## About this task
Output each record exactly, excluding pictures.

-*-*-

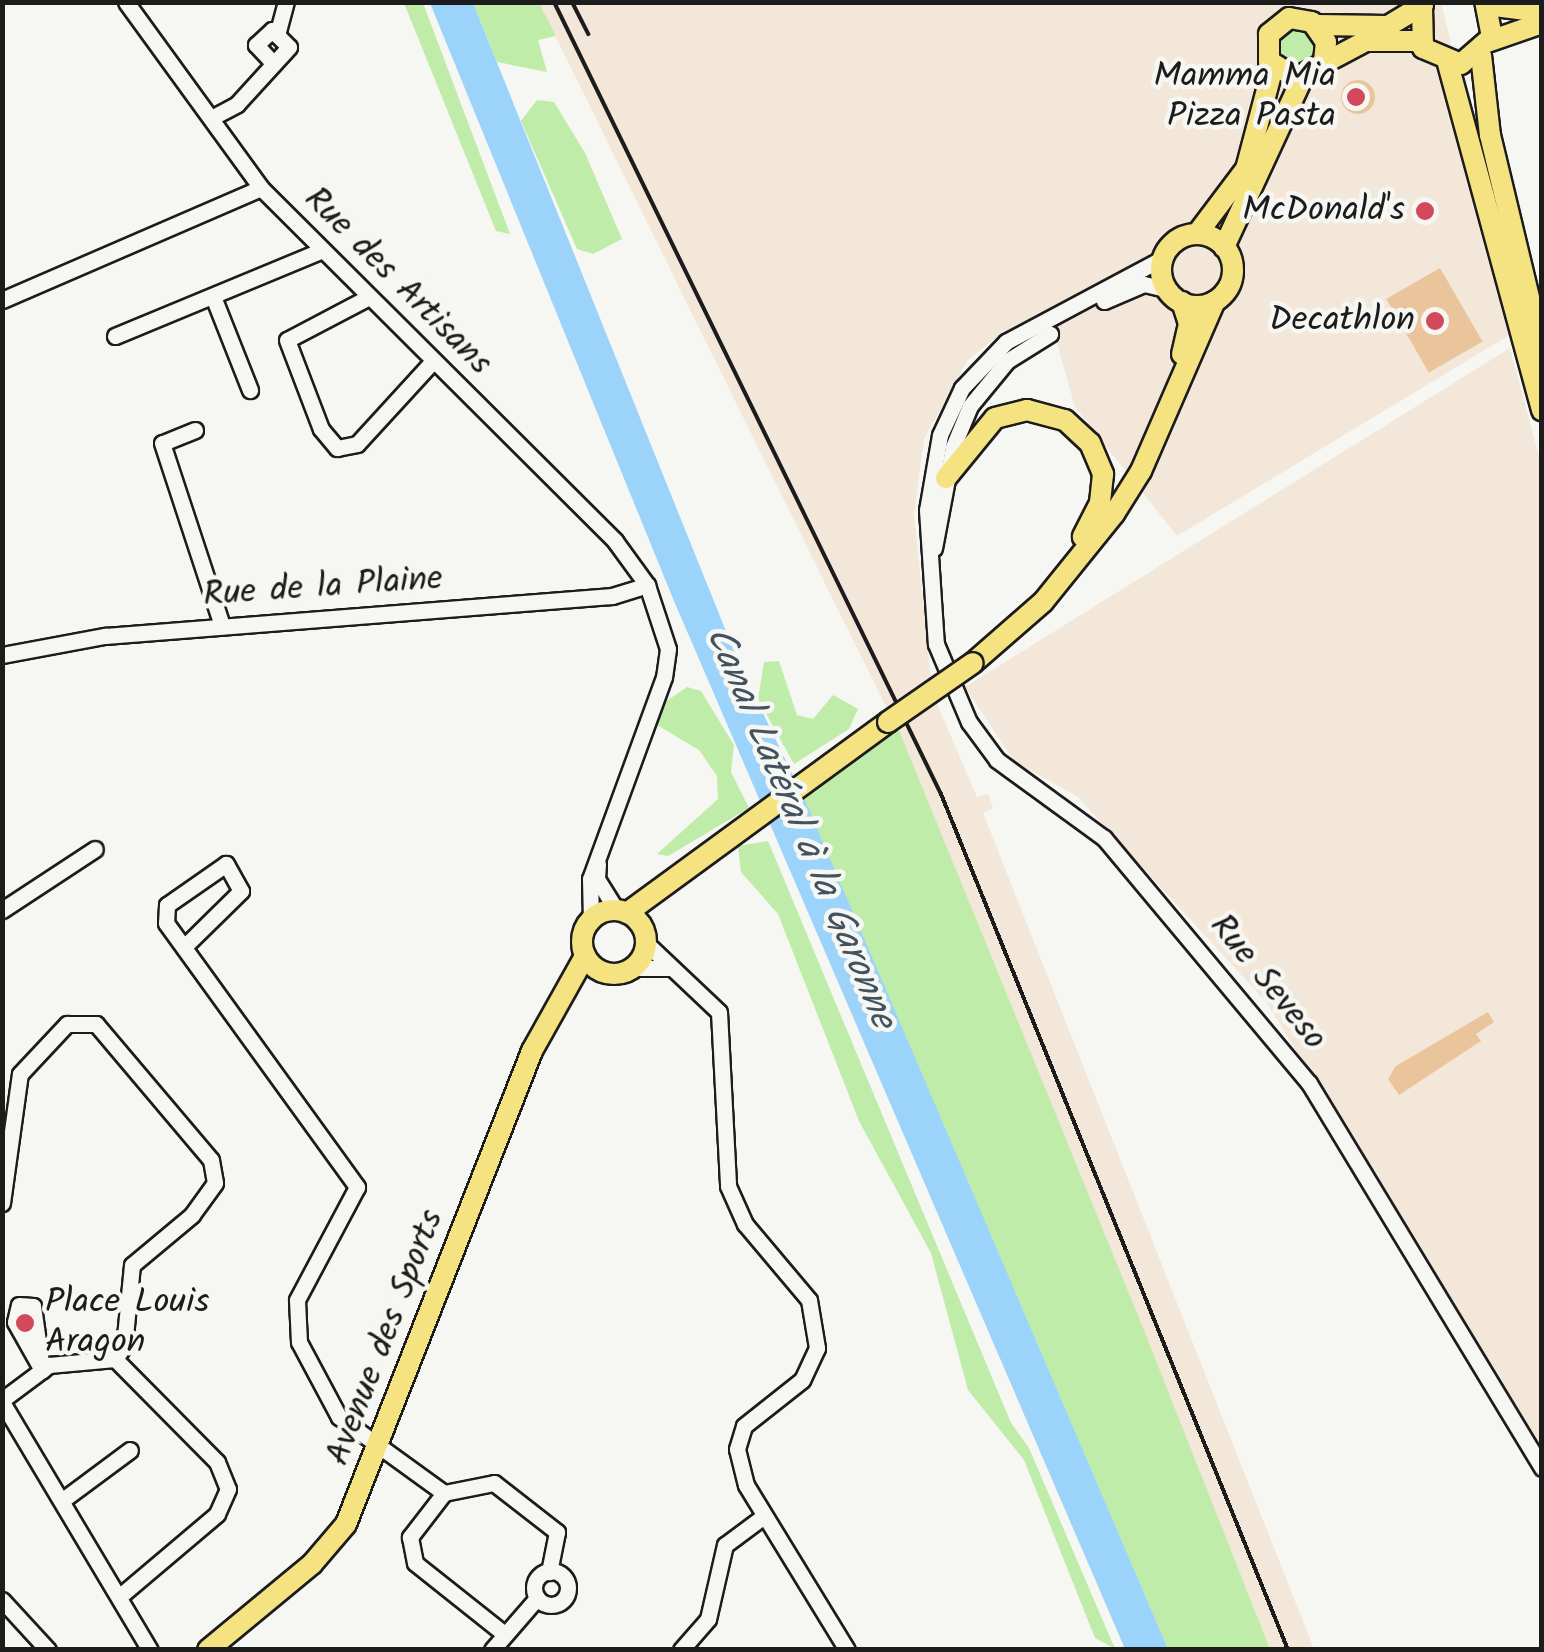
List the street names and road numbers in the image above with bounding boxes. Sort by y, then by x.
street label: Rue des Artisans [294,179,500,385]
street label: Rue de la Plaine [202,559,444,617]
street label: Rue Seveso [1199,907,1335,1059]
street label: Avenue des Sports [318,1204,454,1472]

-*-*-

## Solution to this exercise
List the street names and road numbers in the image above with bounding boxes. Sort by y, then by x.
street label: Rue des Artisans [294,179,500,385]
street label: Rue de la Plaine [202,559,444,617]
street label: Rue Seveso [1199,907,1335,1059]
street label: Avenue des Sports [318,1204,454,1472]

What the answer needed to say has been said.